Erben ist ein komplexes Thema, das oft mit Fragen und Herausforderungen verbunden ist. Zwar regeln Gesetze die Verteilung des Nachlasses, doch persönliche Entscheidungen spielen eine ebenso wichtige Rolle. Wir zeigen Ihnen, was Sie rund um das Thema Erben wissen und beachten sollten.
Das Erbe umfasst den gesamten Nachlass einer verstorbenen Person – dazu gehören Vermögenswerte wie Wertgegenstände, Bankguthaben, Wertschriften, Immobilien und persönliche Gegenstände sowie auch Schulden wie etwa Hypotheken. Die Erbfolge wird in der Schweiz durch das Zivilgesetzbuch (ZGB) geregelt, kann aber durch ein Testament oder einen Erbvertrag im Rahmen der gesetzlichen Möglichkeiten individuell geregelt werden.

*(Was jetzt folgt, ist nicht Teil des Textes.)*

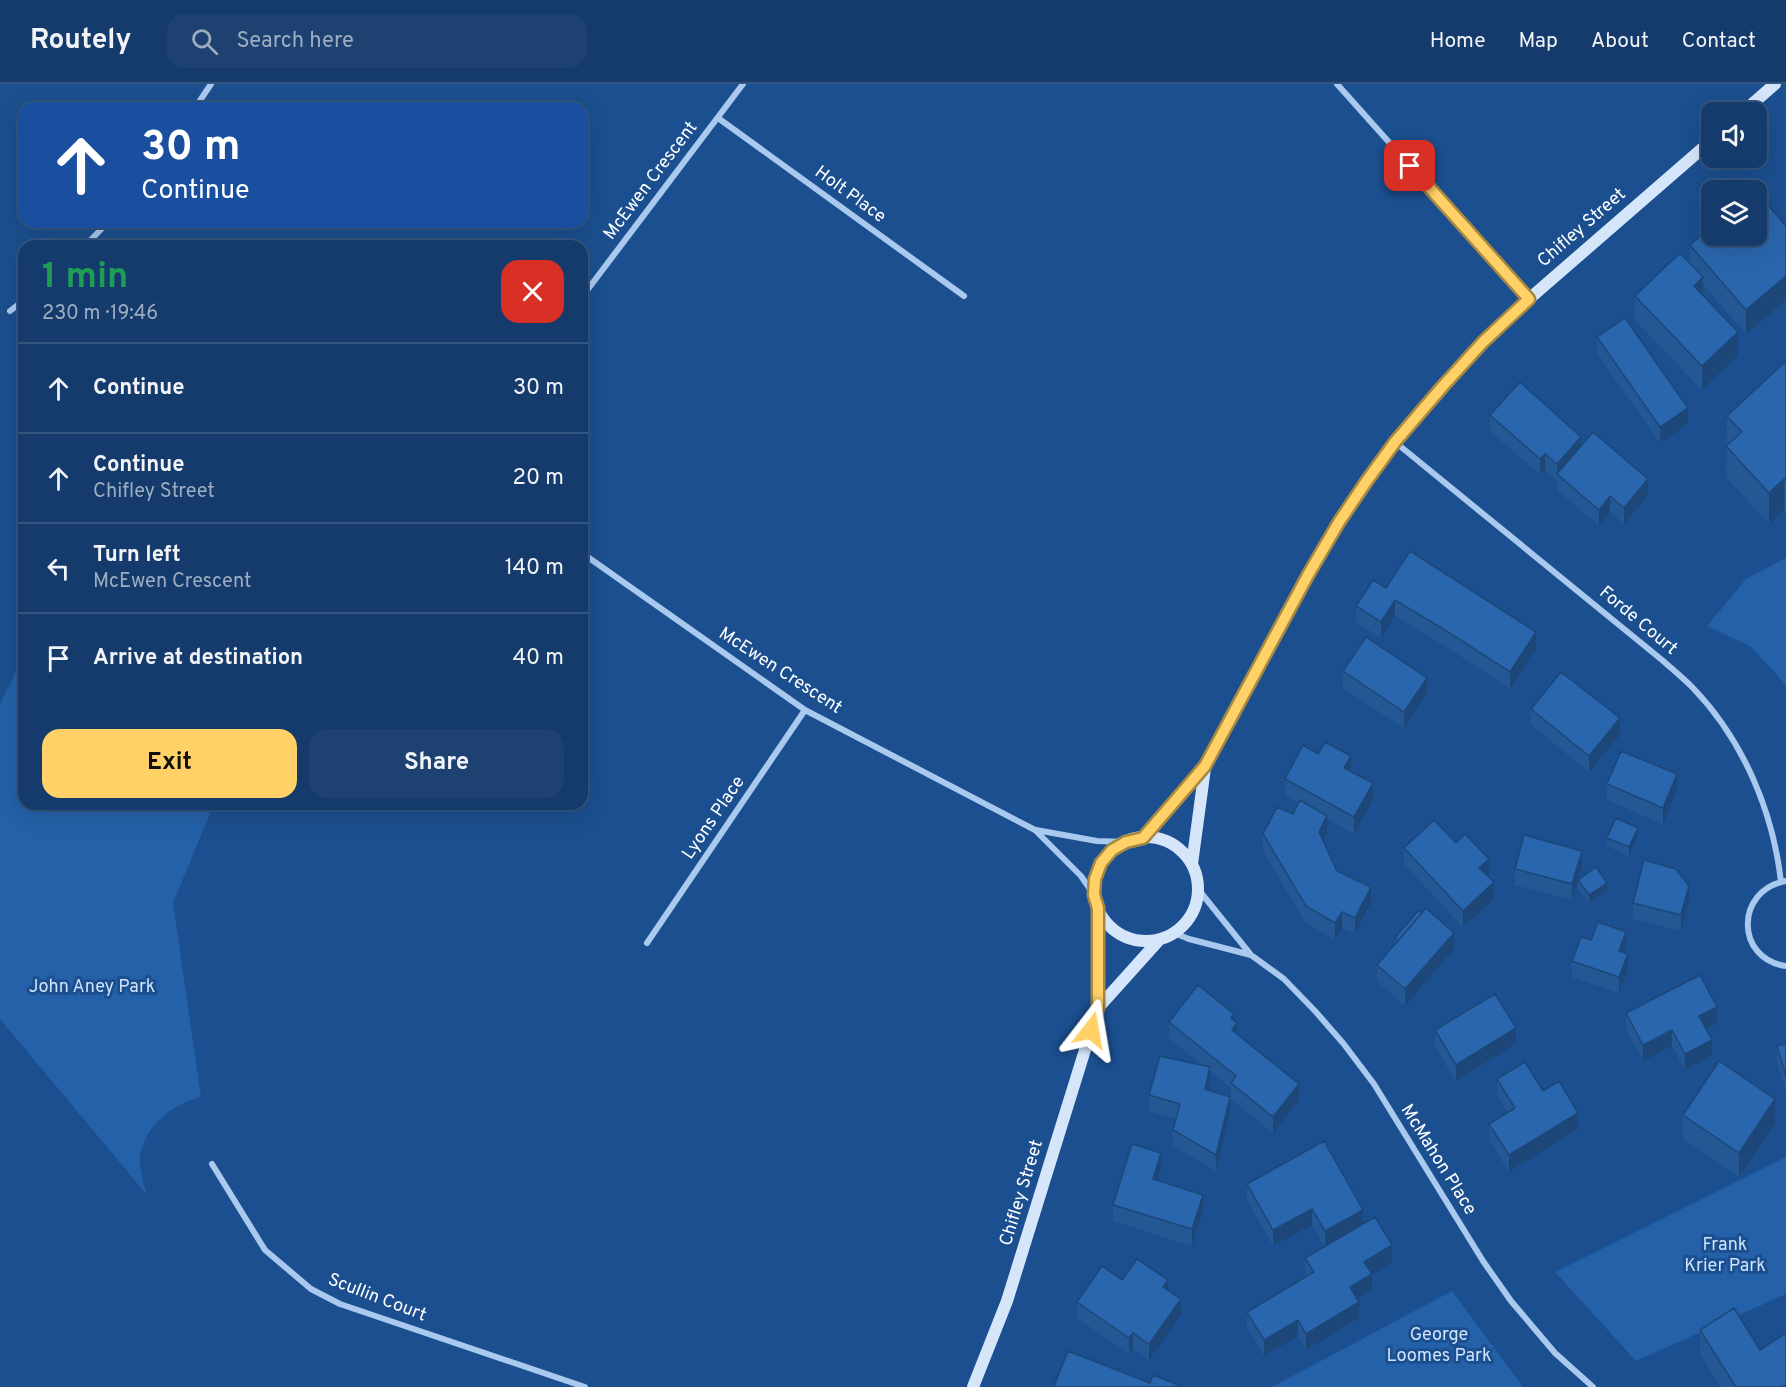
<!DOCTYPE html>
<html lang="en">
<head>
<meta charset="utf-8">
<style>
  :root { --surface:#143b6b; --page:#1d4271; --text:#f1f3f6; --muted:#9dadc1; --line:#33557e; --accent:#ffd166 }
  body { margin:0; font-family:Overpass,sans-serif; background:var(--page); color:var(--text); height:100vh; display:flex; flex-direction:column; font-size:22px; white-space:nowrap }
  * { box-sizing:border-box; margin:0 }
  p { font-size:20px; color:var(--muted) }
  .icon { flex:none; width:33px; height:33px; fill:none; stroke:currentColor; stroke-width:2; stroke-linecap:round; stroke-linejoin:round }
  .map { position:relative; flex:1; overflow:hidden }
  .details { position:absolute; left:18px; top:156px; width:570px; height:570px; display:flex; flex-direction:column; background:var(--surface); border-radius:18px; box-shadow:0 6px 24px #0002,0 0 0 2px var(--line) }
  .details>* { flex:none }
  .guide { position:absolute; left:18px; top:18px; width:570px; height:126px; border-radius:18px; box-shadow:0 6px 24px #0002,0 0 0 2px var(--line); background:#1a4fa0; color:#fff; overflow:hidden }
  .fabs { position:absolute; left:1701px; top:18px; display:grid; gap:12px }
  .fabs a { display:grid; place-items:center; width:66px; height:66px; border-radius:12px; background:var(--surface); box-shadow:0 6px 24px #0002,0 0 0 2px var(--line); font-size:30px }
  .pin { position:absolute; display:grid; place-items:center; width:51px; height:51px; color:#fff; margin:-26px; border-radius:12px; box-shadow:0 3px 9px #0006 }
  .me { position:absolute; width:66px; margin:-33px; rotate:14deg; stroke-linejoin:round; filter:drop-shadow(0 0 4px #0008) }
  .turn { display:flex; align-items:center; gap:21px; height:126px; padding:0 24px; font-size:27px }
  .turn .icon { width:78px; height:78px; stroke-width:2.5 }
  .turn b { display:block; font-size:42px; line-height:51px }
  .round { display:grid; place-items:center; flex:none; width:63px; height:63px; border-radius:18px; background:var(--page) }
  .headline { display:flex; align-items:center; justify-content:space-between; height:102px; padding:0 24px }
  h1 { font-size:36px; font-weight:700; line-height:45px; color:#1e9e55 }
  .cta { display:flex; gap:12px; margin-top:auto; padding:12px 24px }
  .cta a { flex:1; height:69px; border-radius:18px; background:var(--accent); color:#111; font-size:24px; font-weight:700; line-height:69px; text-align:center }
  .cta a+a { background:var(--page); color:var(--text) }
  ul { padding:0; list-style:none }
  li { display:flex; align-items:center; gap:18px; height:90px; padding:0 24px; border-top:2px solid var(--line) }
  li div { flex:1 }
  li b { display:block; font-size:22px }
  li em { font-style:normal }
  header { display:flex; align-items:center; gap:36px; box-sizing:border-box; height:84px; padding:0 30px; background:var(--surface); border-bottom:2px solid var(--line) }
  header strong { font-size:28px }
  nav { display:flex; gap:33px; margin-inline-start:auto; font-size:21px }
  .search { width:420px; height:54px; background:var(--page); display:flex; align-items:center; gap:15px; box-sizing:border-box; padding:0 21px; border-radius:18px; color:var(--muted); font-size:22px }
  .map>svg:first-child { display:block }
  .green { fill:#2461a8 }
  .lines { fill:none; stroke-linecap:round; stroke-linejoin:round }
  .street { stroke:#a9c9ee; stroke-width:6 }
  .secondary { stroke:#d6e6fa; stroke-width:12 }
  .wall { fill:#245895 }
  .shaded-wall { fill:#1d4779 }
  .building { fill:#2a66ad; stroke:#1d4779; stroke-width:1.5 }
  .route-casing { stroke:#a68842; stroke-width:15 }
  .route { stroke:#ffd166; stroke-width:10 }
  .labels { text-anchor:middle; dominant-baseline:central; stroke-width:6; stroke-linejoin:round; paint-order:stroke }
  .street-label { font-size:18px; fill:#fff; stroke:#1b4f8f }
  .park-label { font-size:18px; fill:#cfe3fa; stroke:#1b4f8f }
</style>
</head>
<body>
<header>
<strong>Routely</strong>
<div class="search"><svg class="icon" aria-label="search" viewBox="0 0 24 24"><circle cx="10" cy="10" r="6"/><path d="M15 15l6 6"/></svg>Search here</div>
<nav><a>Home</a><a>Map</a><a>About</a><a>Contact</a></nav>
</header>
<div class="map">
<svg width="1786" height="1303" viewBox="0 0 1786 1303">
  <rect width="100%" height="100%" fill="#1b4f8f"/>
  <path class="green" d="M1786 474V604L1780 594 1750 562 1707 542 1746 495Z
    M24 572V720H214L173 819 201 1013C172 1020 144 1042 140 1074 139 1086 144 1100 147 1111L0 935V620Z
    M1786 1073V1210L1636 1277 1555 1188Z
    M1452 1207 1523 1303H1272Z"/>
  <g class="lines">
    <path class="street" d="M1337 0 1529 215
      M195 24 211 0
      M718 34 964 212
      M85 162 108 138
      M582 213 743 0
      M10 227 24 216
      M1395 358 1662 576C1672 585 1683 594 1693 604 1743 656 1773 727 1781 798
      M582 469 805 626 1035 746 1081 792 1094 811
      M1036 746 1097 757 1126 758
      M1786 797C1735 806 1735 875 1786 882
      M1198 805 1251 871 1284 895 1315 927 1343 959 1374 1000 1483 1177 1511 1217 1555 1269 1593 1303
      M1174 849 1189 855 1251 871
      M647 859 805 626
      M212 1080 265 1166 311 1205 340 1220 585 1303"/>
    <path class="secondary" d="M1743 28 1775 0
      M1094 805a52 52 0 1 1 104 0a52 52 0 1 1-104 0Z
      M1143 754 1205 682 1308 491 1339 438 1395 358 1483 258 1529 215 1712 56
      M1192 780 1205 684
      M1098 924 1160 855
      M973 1303 1007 1217 1098 924V824"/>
  </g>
  <path class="wall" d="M1786 142V216L1746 250 1703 200V212L1738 272 1702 306 1635 236V212L1690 180V161L1713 152Z
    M1597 253 1688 340 1660 359 1597 270Z
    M1786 277V428L1784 426 1769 440 1726 393 1727 332Z
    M1490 331 1581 362 1648 411 1624 440 1610 428 1599 442 1557 406V396L1545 386 1540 391 1490 347Z
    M1386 504 1536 564 1510 605 1445 562 1395 532 1381 554 1356 538V522Z
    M1343 587 1427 610 1404 644 1343 604Z
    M1531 625 1620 651 1589 688 1531 641Z
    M1351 687 1373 716 1354 750 1327 735V748L1323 756 1337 787 1371 819 1355 850 1342 844 1335 856 1306 839 1263 767V750L1293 730 1299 719 1285 712V695Z
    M1607 700 1677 707 1663 740 1607 716Z
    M1638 752 1629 772 1607 762V754Z
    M1456 759 1489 791 1487 792 1494 815 1463 843 1404 780V764Z
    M1582 783 1578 796 1607 807 1589 819 1578 804V796L1572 816 1515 801V785Z
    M1689 818 1681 847 1633 835V819Z
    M1395 854 1454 865 1405 922 1377 897V881L1395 860Z
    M1591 856 1626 864 1625 869 1628 886 1619 909 1572 893V877Z
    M1626 929 1717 939 1706 945 1712 972 1685 986 1672 962 1643 977 1626 945Z
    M1234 937 1237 950 1299 1016 1273 1049 1231 1015V1004L1210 987V1000L1208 1006 1230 1029 1216 1087 1173 1062V1046L1176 1035 1149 1027V1011L1203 982 1169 954V938Z
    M1435 946 1516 960 1456 997 1435 963Z
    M1786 960V1008L1777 978V962Z
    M1497 995 1543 1007 1578 1045 1509 1088 1489 1056V1040L1508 1029 1497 1011Z
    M1683 1031 1775 1039 1739 1093 1683 1055Z
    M1161 1085 1158 1096 1203 1127 1192 1162 1113 1137V1121Z
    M1247 1100 1363 1140 1392 1178 1371 1190 1372 1207 1357 1215 1359 1234 1306 1266 1298 1252 1264 1272 1247 1244V1228L1306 1193 1305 1190V1174L1324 1162 1312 1141 1273 1162 1247 1116Z
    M1122 1196 1168 1207 1181 1231 1149 1276 1133 1265 1129 1270 1077 1234V1218Z
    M1700 1246 1760 1266 1786 1303H1721L1700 1270Z"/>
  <path class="shaded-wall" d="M1786 192V216L1746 250V226Z
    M1703 193V217L1694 202Z
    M1738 248V272L1702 306V282Z
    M1688 324V340L1660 359V343Z
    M1581 353V370L1557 390V380Z
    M1545 370V386L1540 391V375Z
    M1648 395V411L1624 440V424Z
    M1784 395V426L1769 440V409Z
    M1610 412V428L1599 442V426Z
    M1395 516V532L1381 554V538Z
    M1536 548V564L1510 605V588Z
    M1427 594V610L1404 644V628Z
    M1620 634V651L1589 688V672Z
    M1351 672V688L1344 684Z
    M1677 690V707L1663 740V724Z
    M1373 699V716L1354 750V733Z
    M1327 732V748L1319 764V748Z
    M1638 744V752L1629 772V763Z
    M1582 767V783L1572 816V800Z
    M1489 775V791L1479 800V784Z
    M1494 798V815L1463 843V827Z
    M1607 799V807L1589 819V811Z
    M1689 802V818L1681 847V831Z
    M1371 803V819L1355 850V834Z
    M1342 828V844L1335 856V839Z
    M1626 848V864L1619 883V867Z
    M1454 849V865L1405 922V905Z
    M1628 870V886L1619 909V893Z
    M1717 923V939L1699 949V932Z
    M1234 930V943L1237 939V955L1232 962 1231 934Z
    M1516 944V960L1456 997V981Z
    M1672 946V962L1643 977V961Z
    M1712 956V972L1685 986V970Z
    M1210 983V1000L1205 1022V1005Z
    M1299 1000V1016L1273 1049V1033Z
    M1230 1013V1029L1216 1087V1071Z
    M1775 1015V1039L1739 1093V1069Z
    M1578 1029V1045L1509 1088V1071Z
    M1161 1069V1085L1153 1111V1095Z
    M1203 1111V1127L1192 1162V1145Z
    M1312 1125V1141L1273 1162V1146Z
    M1363 1126V1142L1325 1164V1147Z
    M1392 1161V1178L1364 1195V1178Z
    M1372 1190V1207L1350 1219V1203Z
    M1168 1196V1212L1163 1203Z
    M1181 1215V1231L1149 1276V1260Z
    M1359 1218V1234L1306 1266V1250Z
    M1298 1236V1252L1264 1272V1256Z
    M1133 1249V1265L1129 1270V1254Z"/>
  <path class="building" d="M1760 112 1786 142V192L1746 226 1690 161 1708 146 1712 152H1756V115Z
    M1680 169 1703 193 1694 202 1738 248 1702 282 1635 212Z
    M1625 234 1688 324 1660 343 1597 253Z
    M1786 277V397L1784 395 1769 409 1726 362 1742 348 1727 332Z
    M1520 298 1581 353 1557 380 1545 370 1540 375 1490 331Z
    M1593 348 1648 395 1624 424 1610 412 1599 426 1557 390Z
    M1410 467 1536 548 1510 588 1445 546 1395 516 1381 538 1356 522 1373 496 1386 504Z
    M1366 553 1427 594 1404 628 1343 587Z
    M1561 588 1620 634 1589 672 1531 625Z
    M1325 658 1351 672 1344 684 1373 699 1354 733 1285 695 1303 661 1318 670Z
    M1621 667 1677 690 1663 724 1607 700Z
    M1300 716 1327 732 1319 748 1337 787 1371 803 1355 834 1342 828 1335 839 1306 822 1263 750 1277 723 1293 730Z
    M1616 734 1638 744 1629 763 1607 754Z
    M1434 736 1456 759 1465 750 1489 775 1479 784 1494 798 1463 827 1404 764Z
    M1524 751 1582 767 1572 800 1515 785Z
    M1644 776 1676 785 1689 802 1681 831 1633 819Z
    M1596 783 1607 799 1589 811 1578 796Z
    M1426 824 1454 849 1405 905 1377 881Z
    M1419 826 1422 829 1398 857 1395 854Z
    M1598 838 1626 848 1619 867 1628 870 1619 893 1572 877 1581 853 1591 856Z
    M1700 891 1717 923 1699 932 1712 956 1685 970 1672 946 1643 961 1626 929Z
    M1198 901 1234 930 1231 934 1237 939 1232 946 1299 1000 1273 1033 1231 999 1236 992 1169 938Z
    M1495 910 1516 944 1456 981 1435 946Z
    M1786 960V992L1777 962Z
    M1160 972 1210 983 1205 1005 1230 1013 1216 1071 1173 1046 1180 1020 1149 1011Z
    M1719 977 1775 1015 1739 1069 1683 1031Z
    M1525 978 1543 1007 1559 997 1578 1029 1509 1071 1489 1040 1515 1024 1497 995Z
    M1324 1057 1363 1126 1325 1147 1312 1125 1273 1146 1247 1100Z
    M1132 1060 1161 1069 1153 1095 1203 1111 1192 1145 1113 1121Z
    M1375 1133 1392 1161 1364 1178 1372 1190 1350 1203 1359 1218 1306 1250 1298 1236 1264 1256 1247 1228 1314 1188 1305 1174Z
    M1137 1175 1168 1196 1163 1203 1181 1215 1149 1260 1133 1249 1129 1254 1077 1218 1102 1182 1122 1196Z
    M1734 1224 1760 1266 1786 1249V1301L1782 1303H1736L1700 1246Z
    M1068 1267 1150 1299 1153 1291 1183 1303H1056L1054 1302Z"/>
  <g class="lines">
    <defs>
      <path id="route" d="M1091 946 1098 924V824L1094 811 1095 795 1101 779 1112 766 1126 758 1143 754 1205 682 1308 491 1339 438 1366 398 1395 358 1443 302 1483 258 1529 215 1410 82"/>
    </defs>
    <use href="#route" class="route-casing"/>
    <use href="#route" class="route"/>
  </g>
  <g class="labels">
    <g class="street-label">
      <text transform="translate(651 97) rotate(-53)">McEwen Crescent</text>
      <text transform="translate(850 111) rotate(36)">Holt Place</text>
      <text transform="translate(1582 144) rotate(-41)">Chifley Street</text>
      <text transform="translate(1638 537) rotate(40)">Forde Court</text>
      <text transform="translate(780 587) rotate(33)">McEwen Crescent</text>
      <text transform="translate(714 734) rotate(-56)">Lyons Place</text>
      <text transform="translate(1438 1076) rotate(58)">McMahon Place</text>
      <text transform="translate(1022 1109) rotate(-73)">Chifley Street</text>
      <text transform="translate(377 1214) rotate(21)">Scullin Court</text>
    </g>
    <g class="park-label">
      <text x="92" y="903">John Aney Park</text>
      <text x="1725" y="1161">Frank<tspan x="1725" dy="21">Krier Park</tspan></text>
      <text x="1439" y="1251">George<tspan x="1439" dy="21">Loomes Park</tspan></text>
    </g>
  </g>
</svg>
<div class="fabs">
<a><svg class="icon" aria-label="sound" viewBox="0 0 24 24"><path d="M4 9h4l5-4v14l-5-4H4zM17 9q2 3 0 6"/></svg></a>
<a><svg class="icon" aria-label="layers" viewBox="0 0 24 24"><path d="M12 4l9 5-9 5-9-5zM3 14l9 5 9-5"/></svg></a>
</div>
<div class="pin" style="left:1410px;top:82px;background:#d93025"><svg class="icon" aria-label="arrive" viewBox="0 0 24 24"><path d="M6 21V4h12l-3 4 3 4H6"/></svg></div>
<svg class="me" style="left:1091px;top:946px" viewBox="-20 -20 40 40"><path d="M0-17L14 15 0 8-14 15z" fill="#ffd166" stroke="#fff" stroke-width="4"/></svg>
<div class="guide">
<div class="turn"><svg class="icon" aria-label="ahead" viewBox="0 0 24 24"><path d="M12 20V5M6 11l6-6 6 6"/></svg><div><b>30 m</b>Continue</div></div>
</div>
<section class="details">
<div class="headline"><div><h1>1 min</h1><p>230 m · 19:46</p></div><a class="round" style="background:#d93025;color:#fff"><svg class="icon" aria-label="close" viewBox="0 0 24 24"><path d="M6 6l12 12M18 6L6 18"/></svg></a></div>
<ul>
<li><svg class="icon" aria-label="ahead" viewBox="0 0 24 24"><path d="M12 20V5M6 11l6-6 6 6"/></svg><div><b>Continue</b></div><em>30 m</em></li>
<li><svg class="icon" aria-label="ahead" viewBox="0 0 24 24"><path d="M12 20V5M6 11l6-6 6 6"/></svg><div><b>Continue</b><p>Chifley Street</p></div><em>20 m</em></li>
<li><svg class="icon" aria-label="left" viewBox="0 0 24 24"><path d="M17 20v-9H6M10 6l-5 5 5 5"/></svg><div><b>Turn left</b><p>McEwen Crescent</p></div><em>140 m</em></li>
<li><svg class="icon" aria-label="arrive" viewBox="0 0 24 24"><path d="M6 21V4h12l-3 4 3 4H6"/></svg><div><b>Arrive at destination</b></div><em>40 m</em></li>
</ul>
<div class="cta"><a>Exit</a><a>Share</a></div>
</section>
</div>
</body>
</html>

Grundsätzliches zum Erben in der Schweiz
Laut der Universität Lausanne werden in der Schweiz jedes Jahr rund 100 Milliarden Franken vererbt. Genaue Daten fehlen, da auf einen Grossteil der Erbschaften in der Schweiz keine Steuern fällig werden (NZZ, November 2025).
Grundbegriffe rund um das Thema Erben:
- Erblasserin/Erblasser: die verstorbene Person, deren Vermögen weitergegeben wird.
- Erbin/Erbe: Person, die einen Teil eines Nachlasses der Erblasserin oder des Erblassers erhält.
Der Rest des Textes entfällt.